Das neue Computerkriminalitätsgesetz in den Niederlanden

Seit dem 1. März 1993 hat die niederländische Justiz eine neue Waffe gegen Hacker, Phreaks und Computerkriminelle: den Straftatbestand der Computerkriminalität. Bisher musste auf Gesetze zurückgegriffen werden, in denen Computer nicht existent waren und deshalb oft nicht auf die veränderte Lage zutrafen.

Das niederländische Computerkriminalitätsgesetz setzt sich aus erneuerten alten und völlig neu erstellten Artikeln zusammen. Zum Beispiel kann Spionage jetzt offiziell per Computer betrieben werden. Das Abhören von Telefonleitungen kann zur Überwachung von Gesprächen und jetzt auch von elektronischer Datenübertragung eingesetzt werden.

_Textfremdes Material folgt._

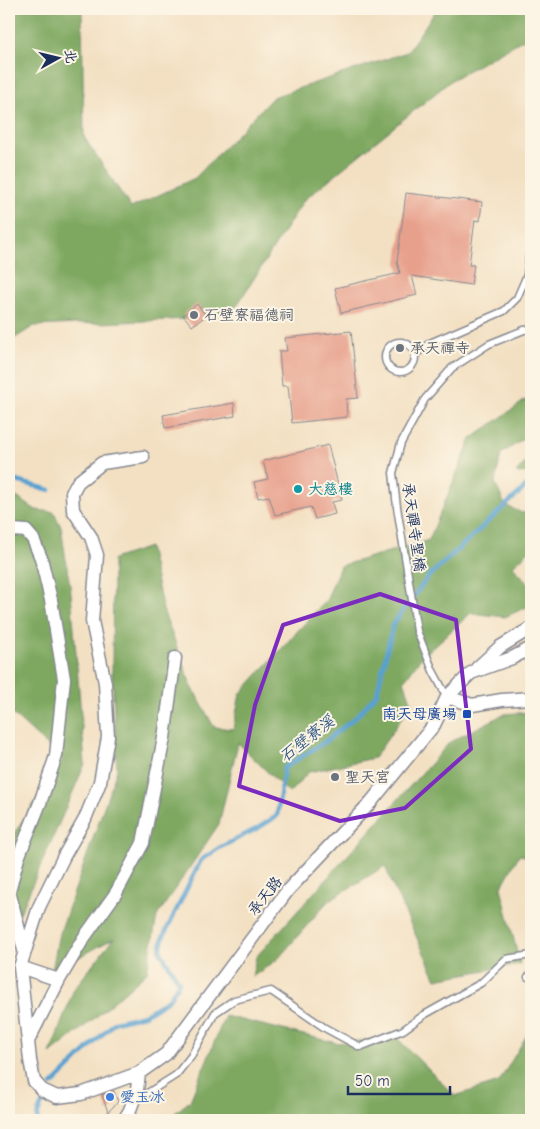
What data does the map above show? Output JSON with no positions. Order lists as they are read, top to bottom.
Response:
{
  "streets": {
    "street": ["承天路"],
    "lane": ["承天禪寺聖橋"]
  },
  "crossings": [
    ["承天禪寺聖橋", "承天路"]
  ],
  "water": ["石壁寮溪"],
  "places": {
    "other": [
      "石壁寮福德祠",
      "承天禪寺",
      "大慈樓",
      "聖天宮",
      "愛玉冰"
    ],
    "transit": ["南天母廣場"]
  },
  "scale_bar": "50 m",
  "north": "right"
}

Das neue Gesetz behandelt völlig neue Themen. Obwohl dort andere Begriffe verwendet werden, als Hacker sie normalerweise benutzen, erkennen wir doch einige Themen, die uns bekannt vorkommen. Beim Lesen dieses Artikels bitte bedenken, dass der reine Text eines Gesetzes noch keine Auskunft darüber gibt, was jetzt wirklich legal ist und was nicht. Das hängt immer noch zu einem grossen Teil davon ab, wie die Polizei, Richter und Staatsanwälte es interpretieren und damit umgehen. Das Gesetz ist noch sehr jung, und es gibt bis jetzt noch kaum Präzedenzfälle.

Hacking

Der Aufenthalt in einem Computersystem, zu dem man keine Zugangsberechtigung hat, ist verboten. Wenn, um in das System zu gelangen, ein Paßwort erraten, ein Trojanisches Pferd oder ein Passwort-Cracker verwendet wird oder der Account von jemand anderem benutzt wird, kann das maximal sechs Monate Gefängnis kosten, sofern man sich nur umsieht und nichts anfasst, verändert oder kopiert.

Für das Kopieren von Daten ist die Strafe weit höher: 4 Jahre. Das illegale Eindringen in ein System per Modem und die Nutzung dessen Prozessorkapazitäten für eigene Zwecke wird ebenso mit maximal 4 Jahren bestraft.. In diesem Fall heisst das: man hat nur das System benutzt und nichts verändert, beschädigt oder kopiert.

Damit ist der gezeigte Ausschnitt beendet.